Question ID:
2013_360
Legal Act:
Regulation (EU) No 575/2013 (CRR)
Topic:
Market risk
Article:
386
Paragraph:
1
Subparagraph:
b
COM Delegated or Implementing Acts/RTS/ITS/GLs/Recommendations:
Not applicable
Article/Paragraph:
CRR 386.1b
Disclose name of institution / entity:
No
Type of submitter:
Investment firm
Subject Matter:
Eligibility of index CDS hedges in Advanced CVA charge
Question:

Please can you confirm whether Basel FAQ 2c7 published in December 2012 on page 19 of BCBS's FAQ (http://www.bis.org/publ/bcbs237.pdf) is applicable under CRR?

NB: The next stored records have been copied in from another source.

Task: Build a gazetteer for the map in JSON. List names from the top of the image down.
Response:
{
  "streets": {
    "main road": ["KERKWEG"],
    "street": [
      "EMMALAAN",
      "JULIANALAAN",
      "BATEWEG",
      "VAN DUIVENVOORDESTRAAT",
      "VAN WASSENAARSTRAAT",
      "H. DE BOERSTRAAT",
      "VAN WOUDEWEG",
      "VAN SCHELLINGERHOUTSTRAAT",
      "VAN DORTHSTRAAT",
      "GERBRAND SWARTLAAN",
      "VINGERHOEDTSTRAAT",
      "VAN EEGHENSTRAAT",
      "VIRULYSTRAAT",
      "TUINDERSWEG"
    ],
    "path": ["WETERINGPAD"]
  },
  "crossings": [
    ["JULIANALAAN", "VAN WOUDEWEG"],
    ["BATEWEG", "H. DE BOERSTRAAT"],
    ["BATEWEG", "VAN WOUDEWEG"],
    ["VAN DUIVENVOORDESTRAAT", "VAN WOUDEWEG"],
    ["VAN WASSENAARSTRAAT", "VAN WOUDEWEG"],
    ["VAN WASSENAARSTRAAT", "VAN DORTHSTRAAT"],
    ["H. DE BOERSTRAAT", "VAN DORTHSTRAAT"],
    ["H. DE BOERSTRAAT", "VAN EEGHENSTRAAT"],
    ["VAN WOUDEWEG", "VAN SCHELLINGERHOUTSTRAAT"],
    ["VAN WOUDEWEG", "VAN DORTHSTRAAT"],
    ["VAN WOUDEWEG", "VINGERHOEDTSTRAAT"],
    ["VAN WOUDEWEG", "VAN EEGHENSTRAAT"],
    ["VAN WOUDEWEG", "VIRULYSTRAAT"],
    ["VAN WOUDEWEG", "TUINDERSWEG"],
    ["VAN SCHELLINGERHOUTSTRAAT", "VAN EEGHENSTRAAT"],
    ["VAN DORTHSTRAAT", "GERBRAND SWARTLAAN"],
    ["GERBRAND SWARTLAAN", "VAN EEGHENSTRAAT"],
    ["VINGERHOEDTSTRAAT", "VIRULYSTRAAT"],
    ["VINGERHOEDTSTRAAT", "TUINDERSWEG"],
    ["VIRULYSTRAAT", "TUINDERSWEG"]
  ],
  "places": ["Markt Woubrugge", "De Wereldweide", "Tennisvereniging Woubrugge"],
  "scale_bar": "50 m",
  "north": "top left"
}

Background on the question:

Basel FAQ 2c7 (http://www.bis.org/publ/bcbs237.pdf) states that index CDS are only eligible A-CVA hedges for proxied counterparties, if the proxy is a constituent of the index. A literal application of this FAQ severely limits the amount of CVA hedging that can be performed and therefore discourages prudent risk management. It is also not clear why there should be different requirements for proxied counterparties, compared to counterparties which do have a traded CDS. Specifically, Basel FAQs do permit index CDS to be eligible hedges for counterparties with traded credit spreads, without any requirement for the counterparty to be an index constituent.

Date of submission:
08/10/2013
Published as Final Q&A:
21/02/2014
Final Answer:

Index hedges are eligible hedges regardless of whether the counterparty (or proxy) they are hedging is an index constituent or not. However, under Article 386(1)(b) of Regulation (EU) No. 575/2013, index hedges are only eligible hedges if the basis between any individual counterparty spread and the spreads of index credit default swap hedges is reflected in the CVA-Value-at-Risk.

Status:
Final Q&A
Answer prepared by:
Answer prepared by the EBA.
Note to Q&A:
Update 26.03.2021: This Q&A has been reviewed in the light of the changes introduced to Regulation (EU) No 575/2013 (CRR) and continues to be relevant.